Como habrá supuesto el lector atento, nuestra hipótesis es que el trabajo asalariado registrado no va a absorber a la totalidad de la población con necesidad de trabajar. Es triste, pero es real. Lo muestran todas las proyecciones estadísticas. No hay un sólo escenario proyectivo en el que tal cosa suceda. Desafío a los economistas a mostrar una proyección creíble de pleno empleo para los próximos diez años.  A los que planteamos este panorama, se nos acusa, por derecha, de promover la vagancia; y por izquierda, de promover formas precarias del trabajo. Para todos somos de una u otra forma una suerte de “pobristas”. Detrás de esa promoción de vagos y precarios, se nos adjudican las más viles intenciones: enriquecernos con la pobreza, acumular poder político a costa de la gente, dirimir disputas internas a partir del volumen de planes que “maneja” cada organización, querer institucionalizar la miseria, etc. 

Es muy posible que haya dirigentes que tengan malas intenciones como sin duda existe un pequeño porcentaje de personas que cobran “planes” sin cumplir los requisitos normativos. A ellos, si tras una investigación imparcial y justa de los hechos se les verifica algún delito o abuso de autoridad, todo el peso de la ley. Aunque lo que se ha visto hasta ahora son escándalos mediáticos y carpetazos para dirimir internas.

¿Cuál es el bosque? Los más de once millones de trabajadores y trabajadoras del sector B. 

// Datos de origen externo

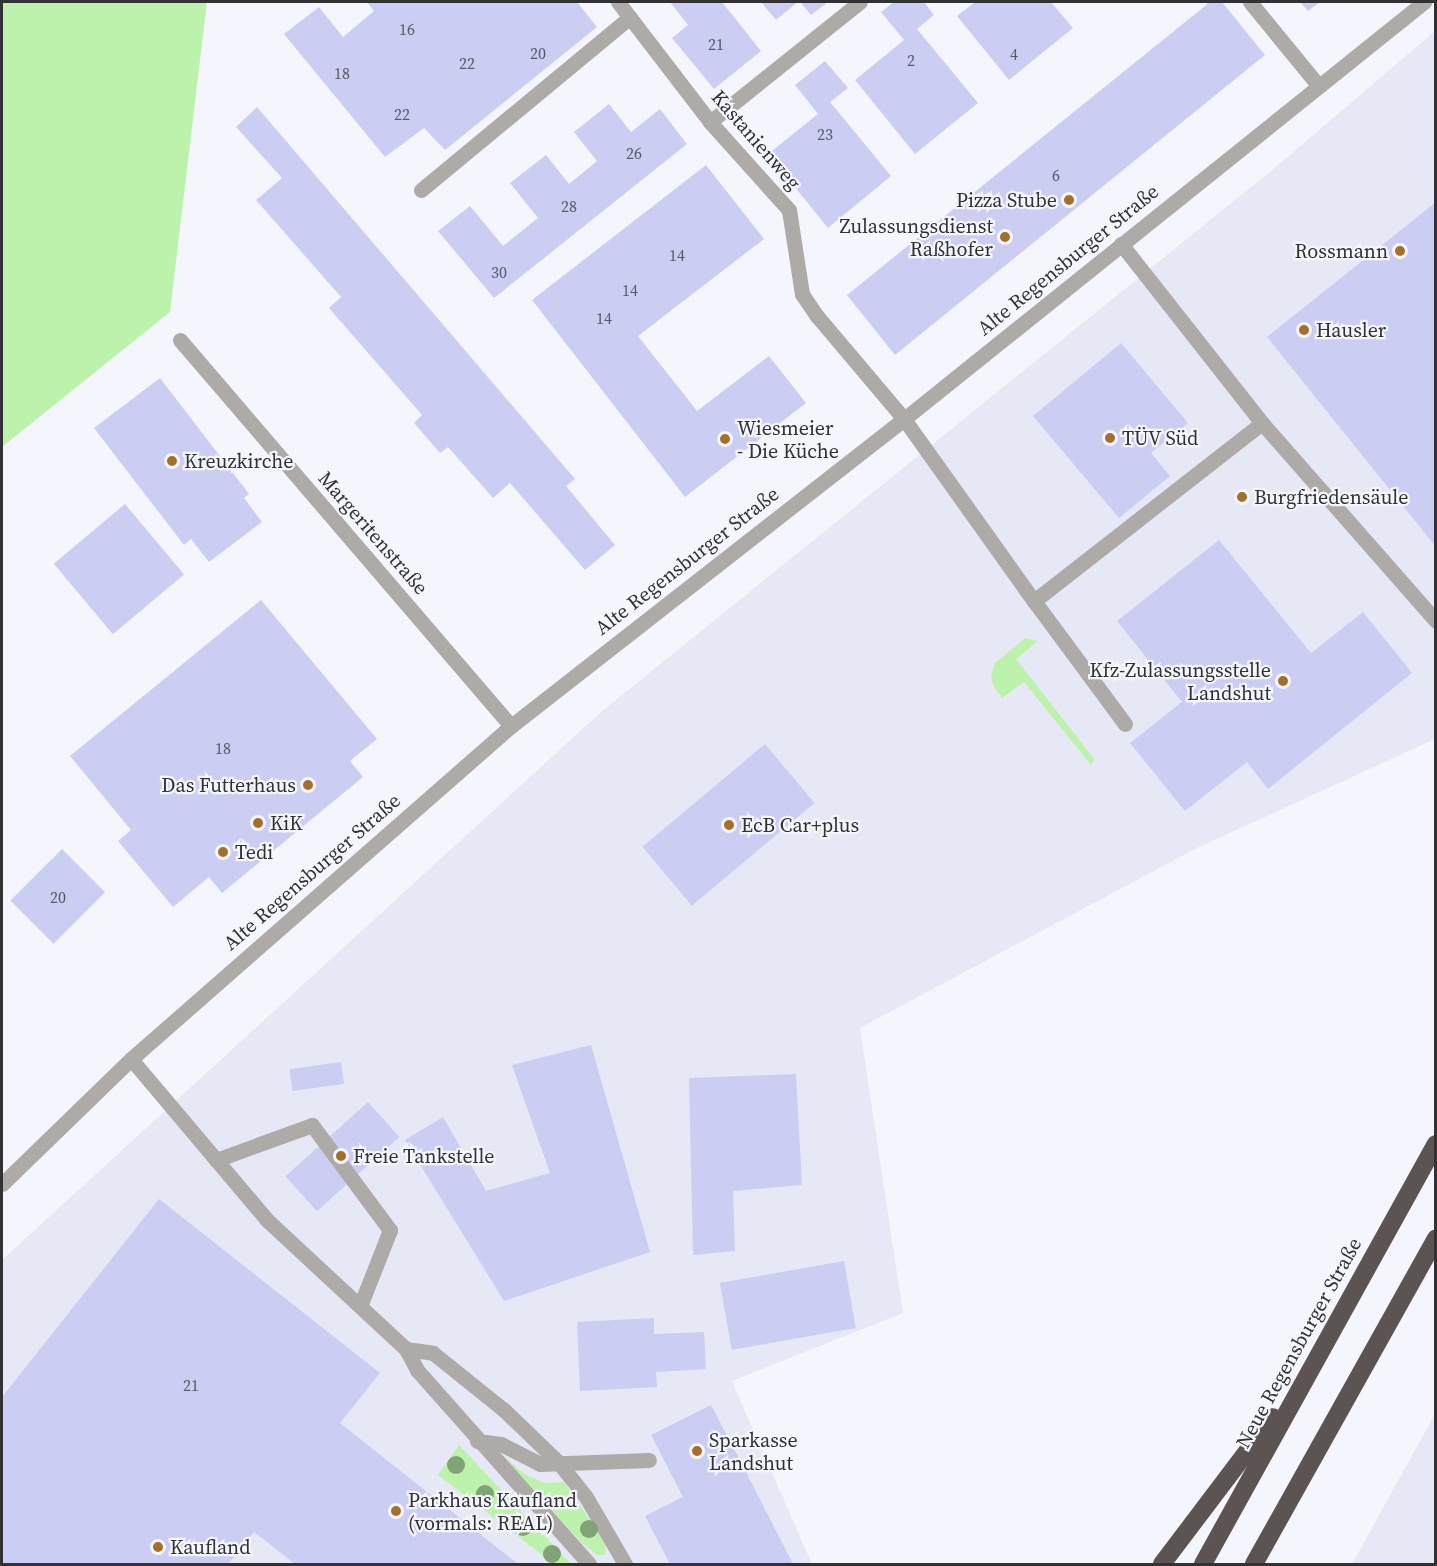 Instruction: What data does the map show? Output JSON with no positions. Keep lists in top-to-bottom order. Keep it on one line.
{"streets":{"highway":["Neue Regensburger Straße"],"street":["Kastanienweg","Alte Regensburger Straße","Margeritenstraße"]},"crossings":[["Kastanienweg","Alte Regensburger Straße"],["Alte Regensburger Straße","Margeritenstraße"]],"places":["Pizza Stube","Zulassungsdienst Raßhofer","Rossmann","Hausler","TÜV Süd","Wiesmeier - Die Küche","Kreuzkirche","Burgfriedensäule","Kfz-Zulassungsstelle Landshut","Das Futterhaus","KiK","EcB Car+plus","Tedi","Freie Tankstelle","Sparkasse Landshut","Parkhaus Kaufland (vormals: REAL)","Kaufland"],"house_numbers":["16","21","20","4","2","22","18","22","23","26","6","28","14","30","14","14","18","20","21"]}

Decía anteriormente que los trabajadores de este sector tienen muchos derechos conculcados, pero el principal es la inestabilidad y la falta de movilidad salarial. Es que los aumentos salariales derivados de la paritaria no los benefician y la falta de protección legal los mantiene en una situación de constante incertidumbre. Hemos visto, por ejemplo, que durante las restricciones de pandemia se perdieron aproximadamente 3 millones de puestos de trabajo en este segmento que se recuperaron ni bien las restricciones finalizaron; por el contrario, en el sector privado regía la prohibición de despido y el empleo registrado se mantuvo prácticamente estable.  Del mismo modo, podemos observar que los salarios del sector informal son los más castigados por el actual proceso económico porque sufren la inflación como todos pero no se benefician de los aumentos como el sector A. 

Entonces ¿qué hacer? La respuesta es pasar del trabajo sin derechos al trabajo con derechos o como dice la OIT pasar del trabajo informal al trabajo formal ¿Cómo se hace ésto? 

Sin lugar a duda, una parte del problema se puede resolver con la creación de empleo privado asalariado, la propuesta de Cristina. Pero de ninguna manera así se va a resolver todo el problema. Tenemos que pensar creativamente en otras resoluciones posibles. 

En el sector B existen al menos 2 millones de trabajadores no registrados que trabajan en PyMEs. El clásico trabajo en negro. Aquí es cuestión de policía del trabajo y en caso que la empresa no tenga capacidad económica para formalizar a sus trabajadores, apoyarla con políticas subsidiarias. 

Lo más importante, sin embargo, es pensar un esquema que garantice derechos básicos a los nueve millones restantes de los trabajadores y trabajadoras del sector B; nosotros tenemos muchas propuestas al respecto: el desarrollo de la economía popular mediante cooperativas, unidades productivas y grupos de trabajo para convertir el trabajo informal de subsistencia en trabajo formal comunitario; el salario básico universal para que ningún trabajador sufra los niveles de inestabilidad que caracterizan al sector informal; una política masiva de trabajo garantizado en actividades socialmente útiles. 

No digo que tengamos la razón, pero al menos son propuestas. Con repetir expresiones de deseo como “trabajo y salario” o la más marketinera de “pasar de los planes al trabajo” no resolvemos ningún problema fuera de los focus groups o la congruencia discursiva con un ideario que no se condice con la realidad. Repensemos porque de este asunto depende en gran medida el futuro de la Patria: como decía el gran Simón Rodriguez, “o inventamos o erramos”. 

Tal vez las organizaciones libres del pueblo, tan caras a la doctrina del General Perón, tengamos algo que aportar en el debate y la solución.